GIVEN RECORDS:
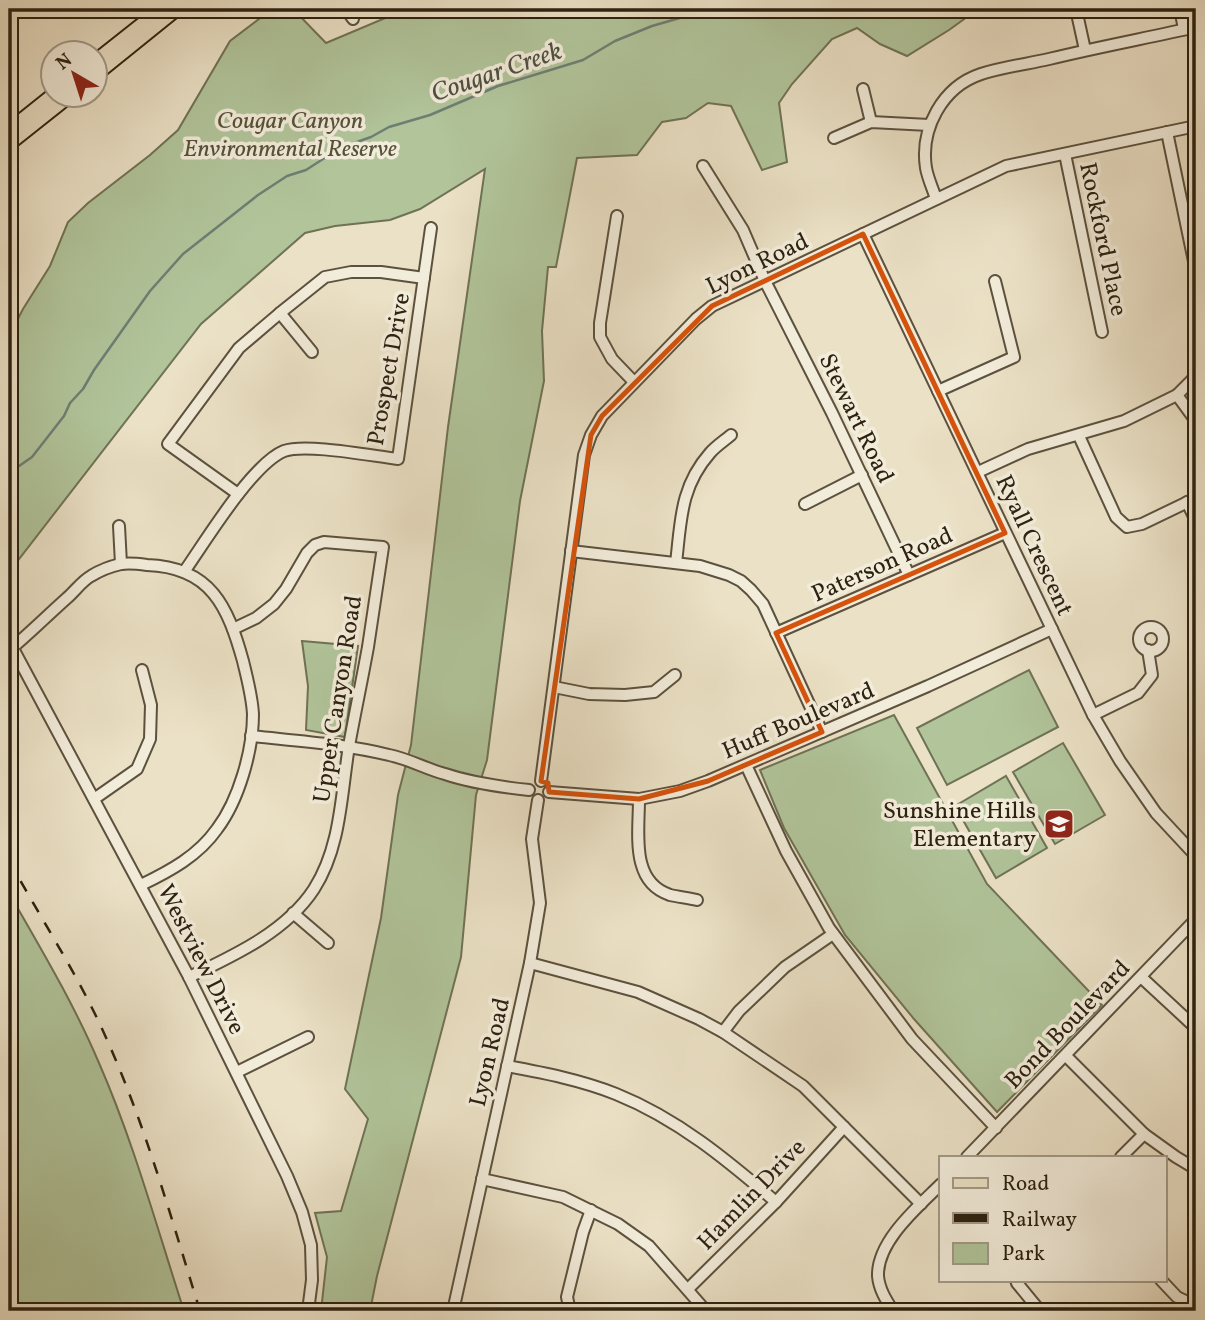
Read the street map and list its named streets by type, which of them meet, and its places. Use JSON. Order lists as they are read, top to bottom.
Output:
{
  "streets": {
    "street": [
      "Rockford Place",
      "Lyon Road",
      "Prospect Drive",
      "Stewart Road",
      "Ryall Crescent",
      "Paterson Road",
      "Upper Canyon Road",
      "Huff Boulevard",
      "Westview Drive",
      "Bond Boulevard",
      "Hamlin Drive"
    ]
  },
  "crossings": [
    ["Rockford Place", "Lyon Road"],
    ["Lyon Road", "Stewart Road"],
    ["Lyon Road", "Ryall Crescent"],
    ["Lyon Road", "Huff Boulevard"],
    ["Stewart Road", "Paterson Road"],
    ["Ryall Crescent", "Paterson Road"],
    ["Ryall Crescent", "Huff Boulevard"],
    ["Upper Canyon Road", "Westview Drive"]
  ],
  "water": ["Cougar Creek"],
  "parks": ["Cougar Canyon Environmental Reserve"],
  "places": {
    "school or university": ["Sunshine Hills Elementary"]
  },
  "legend": ["Road", "Railway", "Park"],
  "north": "top left"
}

EXERCISE DIRECTIONS: What is needed is an exact copy of the data, without any pictures.

THE ANSWER:
Read the street map and list its named streets by type, which of them meet, and its places. Use JSON. Order lists as they are read, top to bottom.
Output:
{
  "streets": {
    "street": [
      "Rockford Place",
      "Lyon Road",
      "Prospect Drive",
      "Stewart Road",
      "Ryall Crescent",
      "Paterson Road",
      "Upper Canyon Road",
      "Huff Boulevard",
      "Westview Drive",
      "Bond Boulevard",
      "Hamlin Drive"
    ]
  },
  "crossings": [
    ["Rockford Place", "Lyon Road"],
    ["Lyon Road", "Stewart Road"],
    ["Lyon Road", "Ryall Crescent"],
    ["Lyon Road", "Huff Boulevard"],
    ["Stewart Road", "Paterson Road"],
    ["Ryall Crescent", "Paterson Road"],
    ["Ryall Crescent", "Huff Boulevard"],
    ["Upper Canyon Road", "Westview Drive"]
  ],
  "water": ["Cougar Creek"],
  "parks": ["Cougar Canyon Environmental Reserve"],
  "places": {
    "school or university": ["Sunshine Hills Elementary"]
  },
  "legend": ["Road", "Railway", "Park"],
  "north": "top left"
}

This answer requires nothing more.